### Data supplied
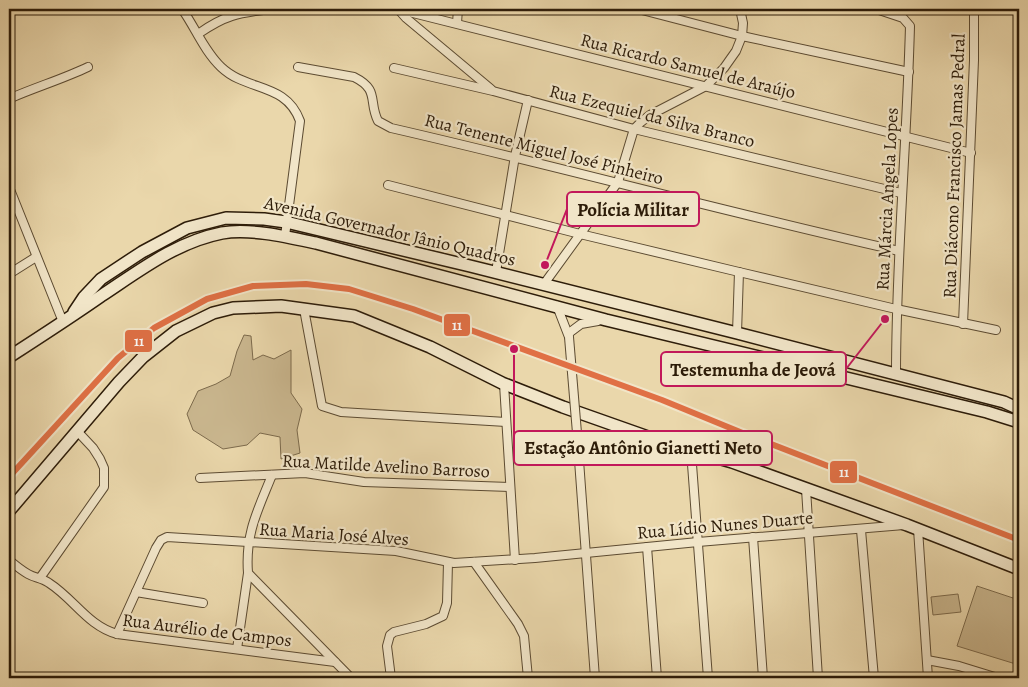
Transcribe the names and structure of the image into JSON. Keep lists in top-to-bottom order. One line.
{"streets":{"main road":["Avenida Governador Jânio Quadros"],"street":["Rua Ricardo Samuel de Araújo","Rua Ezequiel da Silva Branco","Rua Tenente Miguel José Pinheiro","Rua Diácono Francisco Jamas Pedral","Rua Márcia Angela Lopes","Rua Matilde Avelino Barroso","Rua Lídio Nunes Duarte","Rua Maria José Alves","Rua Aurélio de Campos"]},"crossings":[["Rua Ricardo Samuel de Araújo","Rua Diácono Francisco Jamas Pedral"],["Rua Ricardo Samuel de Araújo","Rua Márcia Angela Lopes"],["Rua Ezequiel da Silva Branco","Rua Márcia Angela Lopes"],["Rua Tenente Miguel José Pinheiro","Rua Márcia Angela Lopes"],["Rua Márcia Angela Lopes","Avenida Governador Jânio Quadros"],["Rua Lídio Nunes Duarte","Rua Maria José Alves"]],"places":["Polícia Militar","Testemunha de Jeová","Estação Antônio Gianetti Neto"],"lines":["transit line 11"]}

...

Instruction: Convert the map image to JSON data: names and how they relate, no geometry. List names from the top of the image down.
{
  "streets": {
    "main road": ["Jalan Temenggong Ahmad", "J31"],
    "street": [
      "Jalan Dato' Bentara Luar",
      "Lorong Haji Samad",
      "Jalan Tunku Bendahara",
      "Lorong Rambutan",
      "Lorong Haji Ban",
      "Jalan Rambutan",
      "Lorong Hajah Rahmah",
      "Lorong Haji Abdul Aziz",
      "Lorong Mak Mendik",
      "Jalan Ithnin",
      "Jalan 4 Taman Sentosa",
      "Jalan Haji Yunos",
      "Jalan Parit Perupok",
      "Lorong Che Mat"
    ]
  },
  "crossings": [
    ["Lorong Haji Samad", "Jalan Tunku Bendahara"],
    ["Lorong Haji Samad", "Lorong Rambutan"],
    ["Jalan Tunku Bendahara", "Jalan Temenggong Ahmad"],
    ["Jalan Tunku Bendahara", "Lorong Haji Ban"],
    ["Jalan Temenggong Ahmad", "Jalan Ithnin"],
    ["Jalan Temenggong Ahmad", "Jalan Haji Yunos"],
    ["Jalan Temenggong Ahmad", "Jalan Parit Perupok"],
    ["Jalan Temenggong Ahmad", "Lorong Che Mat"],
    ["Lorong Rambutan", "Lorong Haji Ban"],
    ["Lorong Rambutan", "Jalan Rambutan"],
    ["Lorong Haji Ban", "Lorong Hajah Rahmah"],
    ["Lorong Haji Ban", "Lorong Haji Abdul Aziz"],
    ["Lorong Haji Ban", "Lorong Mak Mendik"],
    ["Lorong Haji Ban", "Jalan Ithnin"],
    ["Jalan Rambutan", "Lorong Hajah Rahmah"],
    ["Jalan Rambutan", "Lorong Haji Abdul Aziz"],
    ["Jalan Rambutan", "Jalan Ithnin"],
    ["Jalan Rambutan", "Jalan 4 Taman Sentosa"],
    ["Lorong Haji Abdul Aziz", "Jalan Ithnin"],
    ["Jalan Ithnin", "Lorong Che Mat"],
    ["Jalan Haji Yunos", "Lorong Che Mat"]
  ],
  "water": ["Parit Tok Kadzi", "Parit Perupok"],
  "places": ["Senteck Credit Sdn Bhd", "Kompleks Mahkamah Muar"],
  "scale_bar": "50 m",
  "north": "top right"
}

### Exercise directions
Please return every line in the data that includes the string "Abdul".

### Finished exercise
      "Lorong Haji Abdul Aziz",
    ["Lorong Haji Ban", "Lorong Haji Abdul Aziz"],
    ["Jalan Rambutan", "Lorong Haji Abdul Aziz"],
    ["Lorong Haji Abdul Aziz", "Jalan Ithnin"],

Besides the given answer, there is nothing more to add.